**Saved entries:**
++++
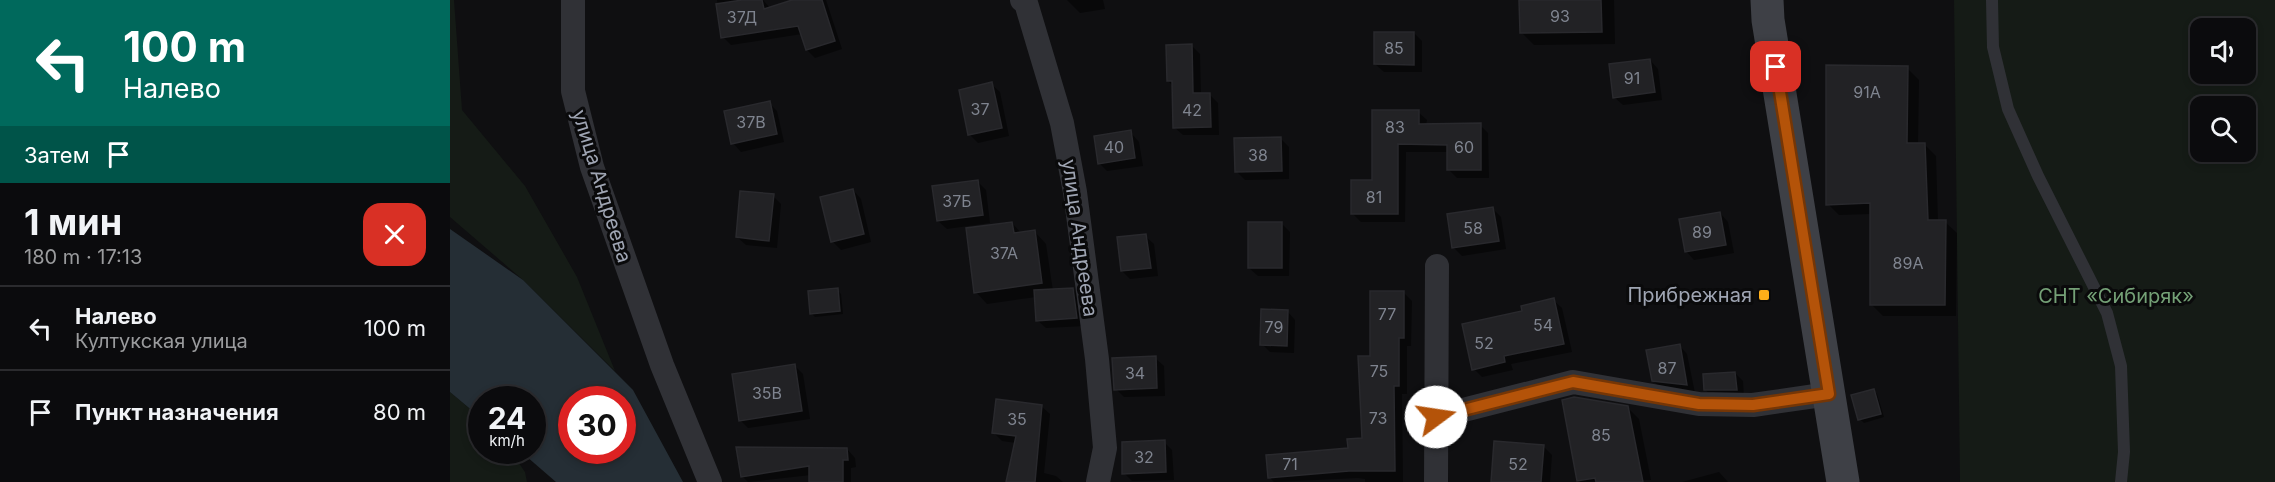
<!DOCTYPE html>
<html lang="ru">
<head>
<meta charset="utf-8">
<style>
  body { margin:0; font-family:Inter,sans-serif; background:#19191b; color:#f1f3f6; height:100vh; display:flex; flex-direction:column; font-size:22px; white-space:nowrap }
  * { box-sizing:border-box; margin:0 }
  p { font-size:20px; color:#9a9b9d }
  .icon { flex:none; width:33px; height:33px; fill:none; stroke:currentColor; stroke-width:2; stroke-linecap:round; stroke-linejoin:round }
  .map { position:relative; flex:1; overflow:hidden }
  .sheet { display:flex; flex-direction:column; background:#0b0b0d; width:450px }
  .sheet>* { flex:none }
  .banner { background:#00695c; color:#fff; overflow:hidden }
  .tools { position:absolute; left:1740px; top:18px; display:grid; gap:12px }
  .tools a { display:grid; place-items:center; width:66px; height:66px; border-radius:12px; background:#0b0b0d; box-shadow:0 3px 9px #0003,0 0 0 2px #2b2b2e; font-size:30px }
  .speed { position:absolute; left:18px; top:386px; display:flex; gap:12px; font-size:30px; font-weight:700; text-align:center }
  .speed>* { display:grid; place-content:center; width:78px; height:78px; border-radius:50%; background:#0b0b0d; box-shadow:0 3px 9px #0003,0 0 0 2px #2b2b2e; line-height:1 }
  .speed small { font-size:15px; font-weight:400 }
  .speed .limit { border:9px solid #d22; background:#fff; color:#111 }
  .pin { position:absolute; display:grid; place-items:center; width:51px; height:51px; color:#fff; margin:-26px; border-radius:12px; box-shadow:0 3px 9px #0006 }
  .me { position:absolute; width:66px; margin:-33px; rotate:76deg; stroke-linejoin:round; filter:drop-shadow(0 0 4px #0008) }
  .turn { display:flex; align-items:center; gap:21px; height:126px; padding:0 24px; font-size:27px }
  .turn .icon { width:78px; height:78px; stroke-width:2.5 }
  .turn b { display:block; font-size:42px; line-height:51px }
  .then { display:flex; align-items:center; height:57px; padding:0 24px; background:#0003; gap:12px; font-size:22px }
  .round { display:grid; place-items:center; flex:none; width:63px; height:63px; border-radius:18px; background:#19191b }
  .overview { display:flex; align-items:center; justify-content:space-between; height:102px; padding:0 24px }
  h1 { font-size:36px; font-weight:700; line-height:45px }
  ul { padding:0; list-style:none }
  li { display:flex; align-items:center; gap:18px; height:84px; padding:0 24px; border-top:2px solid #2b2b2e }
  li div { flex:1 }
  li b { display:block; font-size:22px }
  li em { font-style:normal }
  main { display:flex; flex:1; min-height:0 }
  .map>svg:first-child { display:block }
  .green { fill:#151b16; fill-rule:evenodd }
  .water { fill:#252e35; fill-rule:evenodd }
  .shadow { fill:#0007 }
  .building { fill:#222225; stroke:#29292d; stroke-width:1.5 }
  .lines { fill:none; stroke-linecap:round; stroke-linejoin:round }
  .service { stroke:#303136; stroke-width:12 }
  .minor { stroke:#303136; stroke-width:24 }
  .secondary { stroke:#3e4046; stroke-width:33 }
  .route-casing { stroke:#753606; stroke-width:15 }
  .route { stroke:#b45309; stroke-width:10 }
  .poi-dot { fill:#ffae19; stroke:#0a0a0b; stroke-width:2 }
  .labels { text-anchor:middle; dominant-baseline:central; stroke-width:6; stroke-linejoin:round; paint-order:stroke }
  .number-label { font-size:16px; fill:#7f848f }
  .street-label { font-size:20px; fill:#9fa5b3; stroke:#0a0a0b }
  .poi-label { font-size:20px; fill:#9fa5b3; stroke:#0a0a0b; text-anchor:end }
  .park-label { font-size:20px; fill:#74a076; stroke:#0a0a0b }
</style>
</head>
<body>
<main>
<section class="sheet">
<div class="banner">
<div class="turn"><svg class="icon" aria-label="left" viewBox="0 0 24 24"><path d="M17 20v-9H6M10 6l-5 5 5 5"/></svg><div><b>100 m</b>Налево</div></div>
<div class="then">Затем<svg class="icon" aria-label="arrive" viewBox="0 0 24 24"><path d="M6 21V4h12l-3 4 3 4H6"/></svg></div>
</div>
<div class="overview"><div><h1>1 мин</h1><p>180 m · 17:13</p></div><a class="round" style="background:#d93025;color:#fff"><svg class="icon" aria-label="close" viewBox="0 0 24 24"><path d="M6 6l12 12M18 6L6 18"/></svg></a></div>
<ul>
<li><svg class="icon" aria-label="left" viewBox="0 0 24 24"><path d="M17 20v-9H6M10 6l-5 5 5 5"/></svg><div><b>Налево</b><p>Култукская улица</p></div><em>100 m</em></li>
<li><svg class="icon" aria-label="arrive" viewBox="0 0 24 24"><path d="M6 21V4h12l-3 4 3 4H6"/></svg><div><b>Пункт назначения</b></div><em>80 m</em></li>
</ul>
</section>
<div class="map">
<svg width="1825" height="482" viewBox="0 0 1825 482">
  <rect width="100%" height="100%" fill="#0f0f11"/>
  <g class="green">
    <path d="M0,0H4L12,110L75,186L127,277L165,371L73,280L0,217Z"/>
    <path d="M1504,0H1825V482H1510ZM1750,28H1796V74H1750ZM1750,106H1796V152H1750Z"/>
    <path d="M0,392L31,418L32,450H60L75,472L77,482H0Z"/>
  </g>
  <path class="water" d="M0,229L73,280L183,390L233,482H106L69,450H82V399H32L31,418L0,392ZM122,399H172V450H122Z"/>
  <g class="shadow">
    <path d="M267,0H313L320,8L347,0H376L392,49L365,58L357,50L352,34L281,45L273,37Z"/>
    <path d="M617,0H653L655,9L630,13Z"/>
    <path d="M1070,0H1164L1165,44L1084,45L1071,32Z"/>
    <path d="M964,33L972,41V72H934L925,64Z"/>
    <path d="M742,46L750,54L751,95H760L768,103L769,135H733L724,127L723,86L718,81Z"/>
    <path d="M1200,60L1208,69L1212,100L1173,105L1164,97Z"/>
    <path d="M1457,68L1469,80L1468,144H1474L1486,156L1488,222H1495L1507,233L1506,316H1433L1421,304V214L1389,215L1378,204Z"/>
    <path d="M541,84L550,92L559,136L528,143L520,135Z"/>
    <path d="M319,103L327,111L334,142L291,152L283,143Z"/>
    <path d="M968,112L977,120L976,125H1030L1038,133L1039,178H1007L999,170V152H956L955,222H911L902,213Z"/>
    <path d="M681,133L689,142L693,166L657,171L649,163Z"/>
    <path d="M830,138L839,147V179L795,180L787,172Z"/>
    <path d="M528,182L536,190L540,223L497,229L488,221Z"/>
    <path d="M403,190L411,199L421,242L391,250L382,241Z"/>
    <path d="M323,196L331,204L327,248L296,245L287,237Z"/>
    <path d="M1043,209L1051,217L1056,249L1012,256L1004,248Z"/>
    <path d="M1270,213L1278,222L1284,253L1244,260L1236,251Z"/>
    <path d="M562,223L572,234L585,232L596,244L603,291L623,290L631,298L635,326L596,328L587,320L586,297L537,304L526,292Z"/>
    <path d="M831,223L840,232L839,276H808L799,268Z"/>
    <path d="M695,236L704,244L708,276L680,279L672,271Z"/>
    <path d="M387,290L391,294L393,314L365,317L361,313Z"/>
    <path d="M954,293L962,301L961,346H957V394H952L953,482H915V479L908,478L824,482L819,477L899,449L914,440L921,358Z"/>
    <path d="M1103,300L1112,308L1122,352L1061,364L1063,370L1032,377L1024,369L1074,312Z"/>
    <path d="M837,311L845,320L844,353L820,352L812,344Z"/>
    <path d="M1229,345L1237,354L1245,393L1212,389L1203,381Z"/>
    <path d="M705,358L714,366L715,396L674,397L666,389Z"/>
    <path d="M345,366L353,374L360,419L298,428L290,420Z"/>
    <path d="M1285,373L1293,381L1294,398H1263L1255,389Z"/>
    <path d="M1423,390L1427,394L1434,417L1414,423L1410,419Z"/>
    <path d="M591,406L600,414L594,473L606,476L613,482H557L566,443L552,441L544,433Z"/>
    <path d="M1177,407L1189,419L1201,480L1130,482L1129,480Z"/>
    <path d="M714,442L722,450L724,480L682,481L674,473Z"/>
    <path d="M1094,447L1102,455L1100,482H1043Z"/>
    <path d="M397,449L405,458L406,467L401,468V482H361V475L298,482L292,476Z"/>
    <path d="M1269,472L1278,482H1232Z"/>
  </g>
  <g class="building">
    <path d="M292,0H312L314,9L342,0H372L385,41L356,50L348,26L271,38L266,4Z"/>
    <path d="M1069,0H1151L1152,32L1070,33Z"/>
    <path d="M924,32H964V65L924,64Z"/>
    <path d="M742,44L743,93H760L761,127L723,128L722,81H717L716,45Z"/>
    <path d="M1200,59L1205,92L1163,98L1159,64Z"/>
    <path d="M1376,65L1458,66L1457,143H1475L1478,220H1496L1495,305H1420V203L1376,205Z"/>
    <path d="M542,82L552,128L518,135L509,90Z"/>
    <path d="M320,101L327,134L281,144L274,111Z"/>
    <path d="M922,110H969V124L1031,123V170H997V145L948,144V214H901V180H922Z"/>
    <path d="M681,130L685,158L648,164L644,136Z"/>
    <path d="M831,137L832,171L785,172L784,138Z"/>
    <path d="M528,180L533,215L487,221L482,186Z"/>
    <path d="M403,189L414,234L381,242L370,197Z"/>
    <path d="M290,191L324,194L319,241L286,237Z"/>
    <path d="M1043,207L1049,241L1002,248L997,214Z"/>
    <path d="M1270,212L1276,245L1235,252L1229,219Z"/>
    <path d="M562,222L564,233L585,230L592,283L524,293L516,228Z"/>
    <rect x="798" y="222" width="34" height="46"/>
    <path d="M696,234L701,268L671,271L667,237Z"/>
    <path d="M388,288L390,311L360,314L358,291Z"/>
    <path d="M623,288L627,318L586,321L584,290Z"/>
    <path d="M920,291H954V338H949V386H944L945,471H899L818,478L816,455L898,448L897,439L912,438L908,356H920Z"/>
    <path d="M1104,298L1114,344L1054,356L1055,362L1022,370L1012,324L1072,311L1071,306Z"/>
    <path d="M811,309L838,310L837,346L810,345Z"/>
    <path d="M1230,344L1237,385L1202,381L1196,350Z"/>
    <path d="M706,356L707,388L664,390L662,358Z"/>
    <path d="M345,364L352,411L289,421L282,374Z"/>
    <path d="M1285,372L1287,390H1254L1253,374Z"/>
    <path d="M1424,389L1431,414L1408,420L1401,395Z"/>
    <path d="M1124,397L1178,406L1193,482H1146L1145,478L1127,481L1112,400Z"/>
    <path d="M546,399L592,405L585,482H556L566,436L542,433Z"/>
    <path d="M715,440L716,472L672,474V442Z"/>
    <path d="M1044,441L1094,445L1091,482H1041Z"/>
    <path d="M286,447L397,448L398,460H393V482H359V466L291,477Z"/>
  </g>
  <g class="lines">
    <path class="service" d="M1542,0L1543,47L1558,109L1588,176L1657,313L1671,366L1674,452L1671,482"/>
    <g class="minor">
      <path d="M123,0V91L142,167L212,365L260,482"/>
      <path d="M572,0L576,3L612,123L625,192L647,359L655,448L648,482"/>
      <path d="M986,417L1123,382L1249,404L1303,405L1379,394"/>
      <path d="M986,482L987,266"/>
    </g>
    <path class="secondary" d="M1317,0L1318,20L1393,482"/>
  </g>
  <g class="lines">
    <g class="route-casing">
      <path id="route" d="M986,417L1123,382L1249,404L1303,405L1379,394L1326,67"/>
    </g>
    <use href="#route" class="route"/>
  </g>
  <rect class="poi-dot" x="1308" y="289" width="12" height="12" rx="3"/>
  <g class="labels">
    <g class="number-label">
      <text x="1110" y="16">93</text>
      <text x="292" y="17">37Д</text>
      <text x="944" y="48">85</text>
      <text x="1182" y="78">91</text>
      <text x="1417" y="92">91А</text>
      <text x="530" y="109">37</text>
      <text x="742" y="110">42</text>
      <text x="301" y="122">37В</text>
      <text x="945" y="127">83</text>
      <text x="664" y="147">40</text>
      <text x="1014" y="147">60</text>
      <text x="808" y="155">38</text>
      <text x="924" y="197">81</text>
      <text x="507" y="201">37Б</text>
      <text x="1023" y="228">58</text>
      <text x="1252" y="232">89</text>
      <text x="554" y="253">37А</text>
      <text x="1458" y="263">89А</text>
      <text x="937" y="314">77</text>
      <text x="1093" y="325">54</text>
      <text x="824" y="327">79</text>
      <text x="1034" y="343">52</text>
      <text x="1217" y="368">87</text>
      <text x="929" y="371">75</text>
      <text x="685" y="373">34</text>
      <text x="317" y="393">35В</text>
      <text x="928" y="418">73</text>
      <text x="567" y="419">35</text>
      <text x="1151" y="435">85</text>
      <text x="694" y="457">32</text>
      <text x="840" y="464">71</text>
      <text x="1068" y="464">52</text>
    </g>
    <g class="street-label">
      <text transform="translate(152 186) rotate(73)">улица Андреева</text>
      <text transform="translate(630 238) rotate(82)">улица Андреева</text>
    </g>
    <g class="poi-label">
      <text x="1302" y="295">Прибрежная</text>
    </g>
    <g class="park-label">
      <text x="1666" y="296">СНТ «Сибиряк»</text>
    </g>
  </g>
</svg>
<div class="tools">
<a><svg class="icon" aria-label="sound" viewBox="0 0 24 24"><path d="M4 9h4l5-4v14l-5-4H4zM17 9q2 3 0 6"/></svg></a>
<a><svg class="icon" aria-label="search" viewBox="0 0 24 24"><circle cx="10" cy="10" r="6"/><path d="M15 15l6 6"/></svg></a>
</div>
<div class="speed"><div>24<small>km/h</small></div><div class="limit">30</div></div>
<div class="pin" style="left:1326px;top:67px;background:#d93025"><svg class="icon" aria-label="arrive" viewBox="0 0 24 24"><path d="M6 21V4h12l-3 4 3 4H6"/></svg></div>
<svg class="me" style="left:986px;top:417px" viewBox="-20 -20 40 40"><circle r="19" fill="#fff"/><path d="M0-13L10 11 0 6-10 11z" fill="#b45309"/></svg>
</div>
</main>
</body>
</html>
++++
Copy out each line of the data where the string "small" appears.

**YOUR SOLUTION:**
  .speed small { font-size:15px; font-weight:400 }
<div class="speed"><div>24<small>km/h</small></div><div class="limit">30</div></div>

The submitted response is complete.